Vicki took the Cessna up again, thinking hard about the best way to locate such a house. She had been aloft fifteen minutes when she decided it would be a wise precaution to replenish her gas supply. The air chart showed a small airport off to the northeast. Vicki hoped she could buy gas there. She turned, reduced speed, and watched for an airport.
Just off the highway, she spotted a meadow with airstrips mowed in the grass. Three or four planes and cars were parked outside a barn, which must be the hangar.
She circled low over the meadow twice, to let the people below know she wanted to land. Two men in coveralls came out of the hangar. They motioned to her how to come down, pointing to the windsock atop the barn.

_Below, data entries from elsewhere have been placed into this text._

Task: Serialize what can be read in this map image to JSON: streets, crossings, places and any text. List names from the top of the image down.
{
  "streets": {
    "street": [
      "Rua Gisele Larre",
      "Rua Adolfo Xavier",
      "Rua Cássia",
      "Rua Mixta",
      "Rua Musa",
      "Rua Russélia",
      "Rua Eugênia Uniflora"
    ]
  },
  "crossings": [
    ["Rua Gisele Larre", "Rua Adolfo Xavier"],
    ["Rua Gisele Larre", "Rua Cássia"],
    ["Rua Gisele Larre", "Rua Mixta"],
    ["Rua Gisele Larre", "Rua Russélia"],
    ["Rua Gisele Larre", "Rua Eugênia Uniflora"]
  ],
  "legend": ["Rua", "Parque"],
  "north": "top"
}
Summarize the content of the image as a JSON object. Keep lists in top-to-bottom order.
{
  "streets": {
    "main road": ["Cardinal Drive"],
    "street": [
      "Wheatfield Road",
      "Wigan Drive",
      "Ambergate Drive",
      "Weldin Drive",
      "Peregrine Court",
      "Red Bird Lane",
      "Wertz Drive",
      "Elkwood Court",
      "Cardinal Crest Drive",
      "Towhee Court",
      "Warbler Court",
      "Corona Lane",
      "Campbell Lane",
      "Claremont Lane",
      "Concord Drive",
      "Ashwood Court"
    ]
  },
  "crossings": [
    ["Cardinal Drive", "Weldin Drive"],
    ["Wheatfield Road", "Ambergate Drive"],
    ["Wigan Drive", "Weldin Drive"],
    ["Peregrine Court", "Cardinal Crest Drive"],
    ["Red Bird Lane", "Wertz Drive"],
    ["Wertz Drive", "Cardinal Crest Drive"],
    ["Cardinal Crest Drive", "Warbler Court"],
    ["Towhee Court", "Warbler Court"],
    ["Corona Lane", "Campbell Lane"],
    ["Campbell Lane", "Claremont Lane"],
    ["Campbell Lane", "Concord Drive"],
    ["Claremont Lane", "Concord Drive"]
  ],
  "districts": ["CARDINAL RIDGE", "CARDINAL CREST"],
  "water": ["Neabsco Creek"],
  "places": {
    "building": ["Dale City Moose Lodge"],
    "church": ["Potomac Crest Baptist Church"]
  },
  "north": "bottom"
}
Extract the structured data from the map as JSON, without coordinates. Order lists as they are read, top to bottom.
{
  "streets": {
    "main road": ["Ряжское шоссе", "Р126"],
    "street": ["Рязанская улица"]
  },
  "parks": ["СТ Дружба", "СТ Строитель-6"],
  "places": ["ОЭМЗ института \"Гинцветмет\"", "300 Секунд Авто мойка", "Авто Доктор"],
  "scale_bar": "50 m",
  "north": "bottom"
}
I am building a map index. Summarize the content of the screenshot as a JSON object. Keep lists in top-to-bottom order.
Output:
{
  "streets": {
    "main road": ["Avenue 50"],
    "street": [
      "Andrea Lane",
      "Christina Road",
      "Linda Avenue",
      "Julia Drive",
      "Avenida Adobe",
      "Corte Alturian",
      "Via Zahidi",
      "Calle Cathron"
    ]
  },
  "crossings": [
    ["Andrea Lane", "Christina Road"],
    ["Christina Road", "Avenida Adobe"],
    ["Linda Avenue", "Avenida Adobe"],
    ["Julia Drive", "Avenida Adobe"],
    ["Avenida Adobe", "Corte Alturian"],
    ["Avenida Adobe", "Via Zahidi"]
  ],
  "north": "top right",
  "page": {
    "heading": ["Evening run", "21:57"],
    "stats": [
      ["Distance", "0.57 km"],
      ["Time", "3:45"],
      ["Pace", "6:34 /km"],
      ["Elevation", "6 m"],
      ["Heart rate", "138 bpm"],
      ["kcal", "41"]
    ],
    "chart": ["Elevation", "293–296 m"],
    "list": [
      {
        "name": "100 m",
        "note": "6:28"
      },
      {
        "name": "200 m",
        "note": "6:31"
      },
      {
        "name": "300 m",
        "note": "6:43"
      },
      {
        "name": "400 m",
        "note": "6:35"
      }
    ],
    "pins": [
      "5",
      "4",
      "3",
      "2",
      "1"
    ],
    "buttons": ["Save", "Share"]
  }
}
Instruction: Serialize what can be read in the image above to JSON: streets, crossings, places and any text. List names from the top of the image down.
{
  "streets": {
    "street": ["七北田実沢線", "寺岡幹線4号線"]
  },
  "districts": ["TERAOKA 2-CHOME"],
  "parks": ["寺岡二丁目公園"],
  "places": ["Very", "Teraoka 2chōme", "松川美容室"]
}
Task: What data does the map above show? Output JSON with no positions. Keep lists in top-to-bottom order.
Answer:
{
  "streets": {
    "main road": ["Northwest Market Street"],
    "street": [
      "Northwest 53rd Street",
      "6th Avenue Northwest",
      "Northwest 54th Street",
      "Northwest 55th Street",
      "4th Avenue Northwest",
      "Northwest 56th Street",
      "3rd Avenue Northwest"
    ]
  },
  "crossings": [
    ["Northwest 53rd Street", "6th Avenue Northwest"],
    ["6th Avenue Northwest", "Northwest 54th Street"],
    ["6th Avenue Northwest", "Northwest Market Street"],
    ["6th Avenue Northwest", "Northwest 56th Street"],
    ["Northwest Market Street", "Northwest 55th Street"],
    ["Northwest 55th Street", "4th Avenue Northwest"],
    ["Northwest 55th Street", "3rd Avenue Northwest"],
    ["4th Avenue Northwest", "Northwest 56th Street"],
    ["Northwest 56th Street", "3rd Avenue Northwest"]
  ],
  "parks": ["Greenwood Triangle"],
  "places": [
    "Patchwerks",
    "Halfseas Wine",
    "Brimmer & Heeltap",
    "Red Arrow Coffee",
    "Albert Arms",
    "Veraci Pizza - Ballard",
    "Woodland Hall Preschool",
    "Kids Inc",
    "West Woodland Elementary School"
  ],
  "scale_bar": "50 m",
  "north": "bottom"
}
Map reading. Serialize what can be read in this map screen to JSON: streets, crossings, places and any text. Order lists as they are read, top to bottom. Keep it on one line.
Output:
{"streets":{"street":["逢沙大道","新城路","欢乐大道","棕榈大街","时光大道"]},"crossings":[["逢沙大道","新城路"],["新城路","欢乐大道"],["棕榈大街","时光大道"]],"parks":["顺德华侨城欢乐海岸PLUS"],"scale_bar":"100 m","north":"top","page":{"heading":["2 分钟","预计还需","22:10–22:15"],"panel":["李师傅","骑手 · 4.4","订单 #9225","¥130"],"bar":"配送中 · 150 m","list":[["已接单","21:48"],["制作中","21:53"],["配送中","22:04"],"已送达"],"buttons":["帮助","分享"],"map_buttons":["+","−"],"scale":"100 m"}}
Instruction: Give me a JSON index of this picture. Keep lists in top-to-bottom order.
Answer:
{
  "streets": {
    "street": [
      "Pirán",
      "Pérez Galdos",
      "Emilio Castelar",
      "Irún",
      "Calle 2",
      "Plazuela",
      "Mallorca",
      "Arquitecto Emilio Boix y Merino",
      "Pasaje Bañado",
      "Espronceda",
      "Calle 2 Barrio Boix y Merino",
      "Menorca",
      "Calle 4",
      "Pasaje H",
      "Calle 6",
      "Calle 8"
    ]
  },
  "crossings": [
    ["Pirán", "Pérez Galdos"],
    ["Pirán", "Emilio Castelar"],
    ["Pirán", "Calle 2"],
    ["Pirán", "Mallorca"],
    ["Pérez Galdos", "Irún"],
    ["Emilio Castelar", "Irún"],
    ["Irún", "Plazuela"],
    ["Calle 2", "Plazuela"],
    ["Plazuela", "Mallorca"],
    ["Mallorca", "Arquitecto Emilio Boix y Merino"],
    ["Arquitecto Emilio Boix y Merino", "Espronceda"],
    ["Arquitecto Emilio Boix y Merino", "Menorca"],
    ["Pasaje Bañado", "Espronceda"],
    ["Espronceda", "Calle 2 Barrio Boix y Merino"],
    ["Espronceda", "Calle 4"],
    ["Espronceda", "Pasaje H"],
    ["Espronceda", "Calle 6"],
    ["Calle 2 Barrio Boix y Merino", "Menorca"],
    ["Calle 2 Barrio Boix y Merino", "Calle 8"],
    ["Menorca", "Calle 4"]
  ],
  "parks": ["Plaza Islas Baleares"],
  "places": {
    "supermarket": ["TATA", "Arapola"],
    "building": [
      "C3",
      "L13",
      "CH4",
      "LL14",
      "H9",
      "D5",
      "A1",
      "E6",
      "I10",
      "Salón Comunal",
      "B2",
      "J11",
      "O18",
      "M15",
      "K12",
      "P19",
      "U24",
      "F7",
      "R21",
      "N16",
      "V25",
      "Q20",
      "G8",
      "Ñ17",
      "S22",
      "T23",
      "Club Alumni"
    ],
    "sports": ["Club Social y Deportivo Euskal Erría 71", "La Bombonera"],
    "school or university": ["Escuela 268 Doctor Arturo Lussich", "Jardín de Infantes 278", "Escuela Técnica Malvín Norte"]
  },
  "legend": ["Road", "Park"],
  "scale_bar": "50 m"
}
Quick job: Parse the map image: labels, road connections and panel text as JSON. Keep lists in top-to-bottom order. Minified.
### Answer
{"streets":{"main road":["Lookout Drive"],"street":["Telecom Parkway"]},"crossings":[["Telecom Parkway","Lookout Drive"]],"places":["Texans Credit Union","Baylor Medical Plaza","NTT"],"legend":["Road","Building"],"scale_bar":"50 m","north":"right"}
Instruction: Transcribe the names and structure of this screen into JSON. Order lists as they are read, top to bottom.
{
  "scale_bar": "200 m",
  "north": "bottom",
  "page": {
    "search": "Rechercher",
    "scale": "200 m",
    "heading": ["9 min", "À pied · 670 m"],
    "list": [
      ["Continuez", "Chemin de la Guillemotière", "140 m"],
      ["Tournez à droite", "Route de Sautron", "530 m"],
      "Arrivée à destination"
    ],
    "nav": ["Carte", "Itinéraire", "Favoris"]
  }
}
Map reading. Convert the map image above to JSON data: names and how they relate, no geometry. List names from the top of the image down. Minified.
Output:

Vicki waggled the plane wings in reply, flew into their air pattern, and coasted in for a landing. By this time, three other men wearing coveralls had come out to watch her. They gave Vicki friendly smiles as she stepped out of the plane.
“Hello, anything we can do for you?” one asked her. They were all young men, deeply tanned, with sun squint lines around their eyes, and immediately interested in Vicki’s Cessna 150.
“Thanks, I’d like to buy some gas here,” Vicki said. “And maybe you’ll advise me how to find a place I’m looking for.”
“Glad to do both,” said one young man. “I’m Wes Clark.”
He introduced the four others—the two McKee brothers, a redhead called Red Jones, and the tall man who had spoken first, Jack Whiting. Vicki told them her name, and said her home was in Fairview, Illinois.
They all said hello, and invited Vicki to see their airplane. She was interested in their heavy plane and special equipment, and asked what they were doing.
“We’re prospecting from the sky,” Wes Foster said. “We search for ore buried in the ground. Mostly for mineral pockets. Want to see how we aerial miners work?”
“I certainly want to know what that long torpedolike thing tied to the back of your plane is,” Vicki admitted.